U.S. born refers to individuals who are U.S. citizens at birth, including people born in the 50 U.S. states, the District of Columbia, Puerto Rico or other U.S. territories, as well as those born elsewhere to at least one parent who is a U.S. citizen. The terms foreign born and immigrant are used interchangeably in this report. They refer to people who are not U.S. citizens at birth.

High school graduate refers to those who have a high school diploma or its equivalent, such as a General Education Development (GED) certificate, and those who had completed 12th grade, but their diploma status was unclear (those who had finished 12th grade but not received a diploma are excluded). Adults with some college include those with an associate degree and those who attended college but did not obtain a degree. In the estimates for 1971, adults with a bachelor’s degree or higher level of education are those who completed at least four years of college.

Unmarried includes never married, divorced, separated and widowed. Married includes those whose spouse may be absent.

Region of birth and ancestry

Region of birth is defined using traditional geographic boundaries as identified in the IPUMS USA variable BPL. North America and U.S. territories includes the U.S., American Samoa, Guam, Puerto Rico and the U.S. Virgin Islands, Canada, and Atlantic Islands. Central America and the Caribbean includes Mexico, the rest of Central America and Caribbean islands. South America is all countries in South America, and Europe is all countries in Europe, including Russia. Asia is geographic Asia, including the Middle East, and Africa refers to all countries on that continent. Oceania encompasses Australia, New Zealand and various Pacific Islands.
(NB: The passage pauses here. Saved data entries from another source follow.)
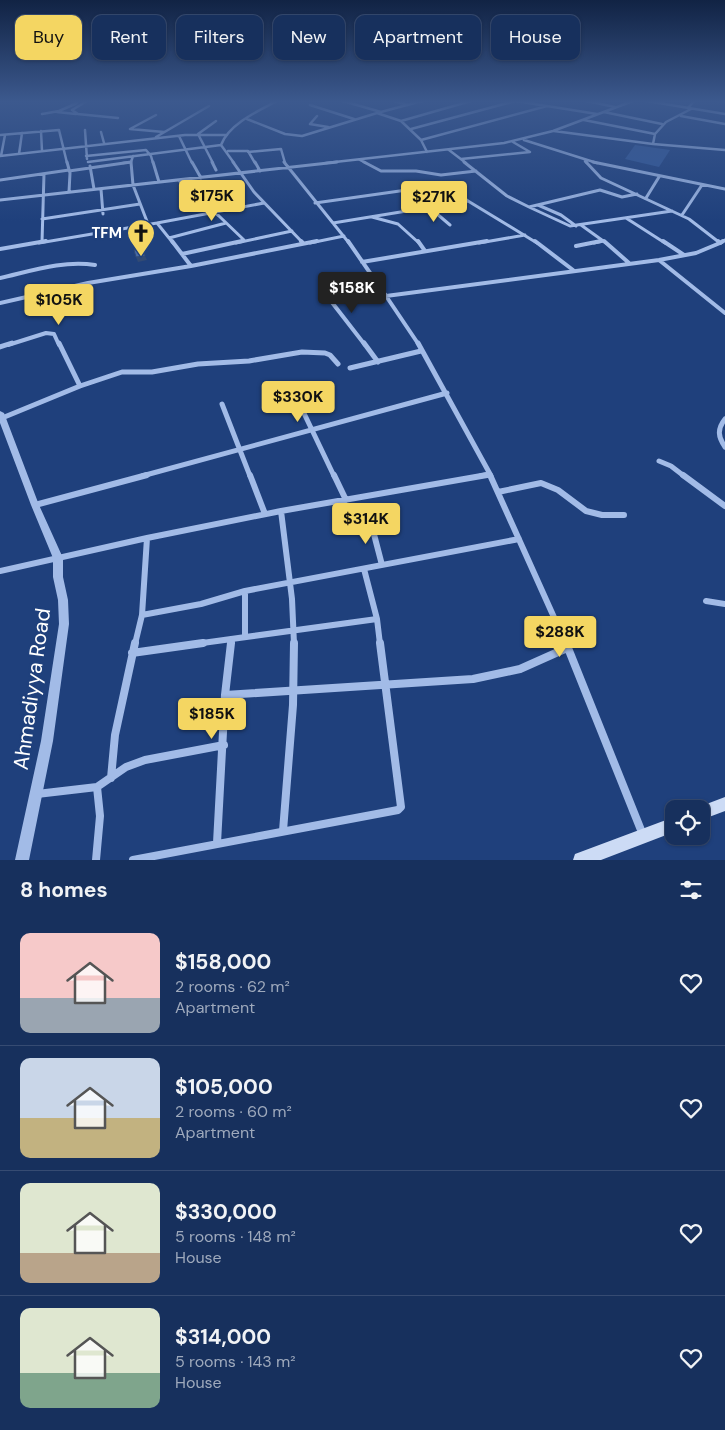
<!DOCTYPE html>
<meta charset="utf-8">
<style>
:root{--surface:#17305d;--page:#203863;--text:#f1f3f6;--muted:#9ea9bc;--line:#364b72;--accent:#f4d662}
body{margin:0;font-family:"DM Sans",sans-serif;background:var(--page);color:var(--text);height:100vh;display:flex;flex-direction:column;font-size:19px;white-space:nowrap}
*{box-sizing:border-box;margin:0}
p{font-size:16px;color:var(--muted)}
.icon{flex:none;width:28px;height:28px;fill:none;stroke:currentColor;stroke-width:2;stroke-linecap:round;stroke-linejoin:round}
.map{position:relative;height:860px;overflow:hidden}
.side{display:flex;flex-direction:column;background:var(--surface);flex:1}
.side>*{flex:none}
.guide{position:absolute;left:15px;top:15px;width:695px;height:45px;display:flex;gap:10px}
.fabs{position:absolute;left:665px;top:800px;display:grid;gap:10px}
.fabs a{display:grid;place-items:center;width:45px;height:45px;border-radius:10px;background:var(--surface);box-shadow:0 1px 4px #0004,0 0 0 1px var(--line);font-size:25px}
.price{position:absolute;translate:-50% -42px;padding:0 11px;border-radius:5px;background:var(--accent);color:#111;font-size:16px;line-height:32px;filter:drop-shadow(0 1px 2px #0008)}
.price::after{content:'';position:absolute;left:50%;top:30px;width:15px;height:11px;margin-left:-8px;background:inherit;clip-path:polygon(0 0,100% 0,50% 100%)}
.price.active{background:#222;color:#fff}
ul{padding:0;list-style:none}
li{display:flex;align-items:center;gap:15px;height:125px;padding:0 20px}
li+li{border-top:1px solid var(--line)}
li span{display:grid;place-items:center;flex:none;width:140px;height:100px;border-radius:10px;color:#555}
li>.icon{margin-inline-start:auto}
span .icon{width:60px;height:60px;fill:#fffc;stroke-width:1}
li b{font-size:21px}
h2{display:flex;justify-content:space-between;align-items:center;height:60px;padding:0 20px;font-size:21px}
.pill{padding:0 18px;border-radius:10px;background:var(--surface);box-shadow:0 1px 4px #0004,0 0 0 1px var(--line);font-size:18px;line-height:45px}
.pill.active{background:var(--accent);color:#111}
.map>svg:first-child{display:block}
</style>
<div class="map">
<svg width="725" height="860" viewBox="0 0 725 860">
<rect width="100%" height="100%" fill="#1f407c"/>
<path fill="#32599a" d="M635,145l35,5 -11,17 -34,-8z"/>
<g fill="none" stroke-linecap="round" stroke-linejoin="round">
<path stroke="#a2bbe7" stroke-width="2.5" d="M87,101l-15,9 6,4 40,4
M343,101l38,11
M394,101l14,4
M422,101l-45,12 24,8 70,-20
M516,101l81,13
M587,101l28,6
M647,101l78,13
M719,101h6
M310,105l44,14
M688,108l6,-7
M57,112l19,2
M604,112l58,12
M42,114l17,-3 18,-8
M156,115l-26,14 34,3
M317,116l-7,8 18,3
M681,116l44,8
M247,119l38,15 17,2 75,-23
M584,120l71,14 -2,10
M401,121l20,19 6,12
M411,129l104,-28
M85,130l2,29
M41,131l1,20
M554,131l99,13 72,6
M101,132l3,11
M655,134l11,-12 25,-13
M0,135l59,-5 8,33
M179,136l13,27
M156,137l53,-31
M421,140l126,-34
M524,140l73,23
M221,145l13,18
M449,150l17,13
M228,151h20l7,12
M248,152l33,-3 4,14
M19,154l3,-21
M0,156l185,-21h42
M1,156l4,-21
M86,156l60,-6 5,6 2,7
M461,159l69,-7 -17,-10
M360,160l6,3
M585,161l2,2
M88,162l133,-17c8,-21 37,-34 56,-44
M123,163l8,-1 2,-6
M213,163l-15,-29 18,-13
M326,163l178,-20 49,-12 80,-30"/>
<path stroke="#a2bbe7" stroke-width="3" d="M67,162l3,11 -1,19
M131,162l2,23 15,39
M153,162l6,20
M192,162l9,16
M212,162l4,8
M233,162l21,30 49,51
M255,162l5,9
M284,162l65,81
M364,162l17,9h35l25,4 35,-4
M464,162l43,34 22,11 71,-17 22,7 15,-3
M586,162l15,16 88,41 31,24
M593,162l132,27
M90,166l4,23
M69,171l62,-9
M0,180l69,-10
M179,180l8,11 32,25 25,24
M101,189l2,25
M646,198l13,-21
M0,200l337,-38
M315,203l127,-18 5,1 21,15
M538,205l23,10 15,11
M429,207l21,18
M529,207l41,19 102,-15
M682,215l20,-30
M372,217l26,7 21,19
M626,218l39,25
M42,219l98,-15
M157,223l107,-20
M333,223l135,-22 69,42
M581,225l25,18
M169,238l57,-15
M42,242l2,-68
M39,243l118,-20 16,20
M236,243l56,-12
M310,243l34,-7
M479,243l46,-8
M594,243l9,-2
M721,243l4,-3"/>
<path stroke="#a2bbe7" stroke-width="4" d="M172,241l19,25 126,-25
M301,241l2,2
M348,241l38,55 273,-36 37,-7 24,-10
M418,241l7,10
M535,241l38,29
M604,241l25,22
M663,241l21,14
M718,241l2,2 3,-2
M576,246l25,-5
M0,249l46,-8
M182,254l60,-13
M659,260l66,53
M362,262l125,-21
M0,278c31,-7 63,-18 95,-13
M386,296l33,49
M0,303l88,-20 103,-17
M8,345l38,-12 8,1 5,11
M365,345l-38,-49 53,-9"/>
<path stroke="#a2bbe7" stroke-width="5" d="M59,343l21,43
M364,343l14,19
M418,343l72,131 -10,2
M0,347l12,-4
M350,368l71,-17
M222,404l28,72
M301,407l33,69
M2,418l78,-32 42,-14h30l46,-8 51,-3 53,-9 23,1 5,2 8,9
M725,419c-8,10 -7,18 0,28
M659,461l12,5 13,10
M490,474l1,2
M142,476l305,-83"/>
<path stroke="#a2bbe7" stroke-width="6" d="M250,475l15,39
M334,475l12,25
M490,475l76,169
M683,475l42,31
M498,492l43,-9 17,7 28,21 16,4h22
M35,505l112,-30
M281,511l11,88 2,45
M370,519l12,46
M364,569l13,50 3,25
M0,571l147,-33 134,-27 206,-36
M245,591v46
M706,601l19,3
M142,615l59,-11 44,-13 274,-52
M135,644l7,-29 5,-77
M195,644l182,-25
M231,644l1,-5"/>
<path stroke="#a2bbe7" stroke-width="8" d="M566,643l77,192
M132,653l71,-10
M225,695l248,-16 47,-10 47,-21
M111,778l4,-43 20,-92
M37,794l60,-7 29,-20 19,-7 79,-15
M283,831l10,-126 1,-62
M217,843l8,-148 6,-52
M96,860l4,-44 -3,-29
M133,860l265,-50 3,-3 -21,-164"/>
<path fill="#a2bbe7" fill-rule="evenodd" d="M0,411l4,2 35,92 24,53v19l5,23 1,24 -16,117 -24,119h-14l26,-119 18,-117 -1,-24 -5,-23v-19l-22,-53 -31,-82z"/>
<path fill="#ccdbf5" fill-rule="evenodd" d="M725,797v14l-24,9v-11l-5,-1z
M674,817v15l-73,28h-28l2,-6z"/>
</g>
<path fill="#324a74" d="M145,256l2,4 -9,2 -2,-5z"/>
<path fill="#486aa6" stroke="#324a74" d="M143,248l2,8 -9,1 -2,-7z"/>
<linearGradient id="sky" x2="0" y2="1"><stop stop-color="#112344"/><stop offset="0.46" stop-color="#3c598e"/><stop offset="1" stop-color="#3c598e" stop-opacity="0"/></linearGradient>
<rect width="725" height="221" fill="url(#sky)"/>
<defs>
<g id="church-pin" transform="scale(1.4375)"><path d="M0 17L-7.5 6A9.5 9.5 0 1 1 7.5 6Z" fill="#f4d662" stroke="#1f407c"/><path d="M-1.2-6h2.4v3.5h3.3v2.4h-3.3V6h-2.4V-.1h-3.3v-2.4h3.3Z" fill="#111"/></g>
</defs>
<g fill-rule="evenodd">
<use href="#church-pin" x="141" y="233"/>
</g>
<g text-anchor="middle" stroke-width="4.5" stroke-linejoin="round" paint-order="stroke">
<g font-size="15" font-weight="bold" fill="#fff" stroke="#1f407c" text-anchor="end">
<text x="122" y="238">TFM</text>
</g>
<g font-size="21" fill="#fff" stroke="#1f407c">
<text transform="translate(32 689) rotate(-82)" y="7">Ahmadiyya Road</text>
</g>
</g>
</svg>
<div class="fabs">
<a><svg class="icon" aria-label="locate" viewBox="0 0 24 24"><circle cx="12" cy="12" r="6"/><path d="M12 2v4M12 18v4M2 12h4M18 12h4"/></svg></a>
</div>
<b class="price" style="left:212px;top:222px">$175K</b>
<b class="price" style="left:434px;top:223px">$271K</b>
<b class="price active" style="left:352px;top:314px">$158K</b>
<b class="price" style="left:59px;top:326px">$105K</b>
<b class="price" style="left:298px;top:423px">$330K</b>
<b class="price" style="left:366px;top:545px">$314K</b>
<b class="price" style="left:560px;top:658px">$288K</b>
<b class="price" style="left:212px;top:740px">$185K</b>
<div class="guide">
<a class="pill active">Buy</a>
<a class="pill">Rent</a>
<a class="pill">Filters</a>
<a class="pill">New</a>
<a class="pill">Apartment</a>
<a class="pill">House</a>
</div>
</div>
<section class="side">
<h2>8 homes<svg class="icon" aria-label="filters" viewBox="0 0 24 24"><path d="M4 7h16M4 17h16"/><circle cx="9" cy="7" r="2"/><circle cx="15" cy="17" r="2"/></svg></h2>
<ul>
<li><span style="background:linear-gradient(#f6c9c9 65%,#9aa5b1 0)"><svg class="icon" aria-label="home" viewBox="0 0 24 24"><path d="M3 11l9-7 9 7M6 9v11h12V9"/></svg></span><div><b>$158,000</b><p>2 rooms · 62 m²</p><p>Apartment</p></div><svg class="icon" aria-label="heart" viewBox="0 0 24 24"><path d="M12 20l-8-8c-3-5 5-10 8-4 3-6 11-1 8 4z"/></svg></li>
<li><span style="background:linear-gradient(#c9d6e8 60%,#c2b280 0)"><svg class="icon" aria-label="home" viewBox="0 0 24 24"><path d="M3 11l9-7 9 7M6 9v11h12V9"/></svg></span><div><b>$105,000</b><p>2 rooms · 60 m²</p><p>Apartment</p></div><svg class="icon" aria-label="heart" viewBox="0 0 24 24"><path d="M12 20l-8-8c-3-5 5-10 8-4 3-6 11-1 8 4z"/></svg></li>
<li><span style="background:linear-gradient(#dfe7d0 70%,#b9a48a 0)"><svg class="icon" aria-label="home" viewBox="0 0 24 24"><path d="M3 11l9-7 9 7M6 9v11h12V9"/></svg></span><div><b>$330,000</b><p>5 rooms · 148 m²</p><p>House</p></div><svg class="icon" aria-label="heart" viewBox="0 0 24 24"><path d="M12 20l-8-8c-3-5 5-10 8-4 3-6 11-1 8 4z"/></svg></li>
<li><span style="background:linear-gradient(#dfe7d0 65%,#7fa58c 0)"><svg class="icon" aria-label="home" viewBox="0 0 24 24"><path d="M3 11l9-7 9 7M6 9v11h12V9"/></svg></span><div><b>$314,000</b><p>5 rooms · 143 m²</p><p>House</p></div><svg class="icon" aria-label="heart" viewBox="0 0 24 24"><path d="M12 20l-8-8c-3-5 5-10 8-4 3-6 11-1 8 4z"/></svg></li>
</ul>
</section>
Ancestry refers to a person’s self-reported ancestry or ethnic origin and is based on the IPUMS USA variable ANCESTR1. Respondents may provide more than one ancestry. We use the first-reported ancestry in our analysis. North American refers to U.S. or Canadian origins and American Indian and Alaska Native tribes. Central and South American and other Hispanic ancestry refers not only to places of origin, such as Mexico, Puerto Rico and Peru, but also to ethnic origins, such as Mexican American, Spaniard and Hispanic. Caribbean includes the West Indies and non-Hispanic Central and South America.

South Asian includes origin groups from Afghanistan, India and neighboring countries, except Burma. Other Asian encompasses groups from Burma to the countries on the Pacific rim of Asia. Middle Eastern & North African origin groups are from countries ranging from Morocco to Iran.  Sub-Saharan African groups are from Africa, excluding countries in North Africa. Pacific Islanders trace their origin to Australia, New Zealand and Pacific Islands, including Hawaii. Western European and Soviet or Eastern European ancestries are defined along familiar geographic classifications of these regions, except that the latter category also includes Europeans not elsewhere classified in the source data.

Statistical significance

Comparisons between most estimates are tested for statistical significance using the replicate weights in the source data. These tests for statistical significance are conducted using 95% confidence intervals. However, replicate weights are not available in the CPS for years prior to 2005. Thus, when comparisons are made between CPS estimates from 1971 and 2023, or in other instances where replicate weights are not available, the standard errors are determined using the “pweight” option in Stata, and tests of significance are conducted using 99% confidence intervals.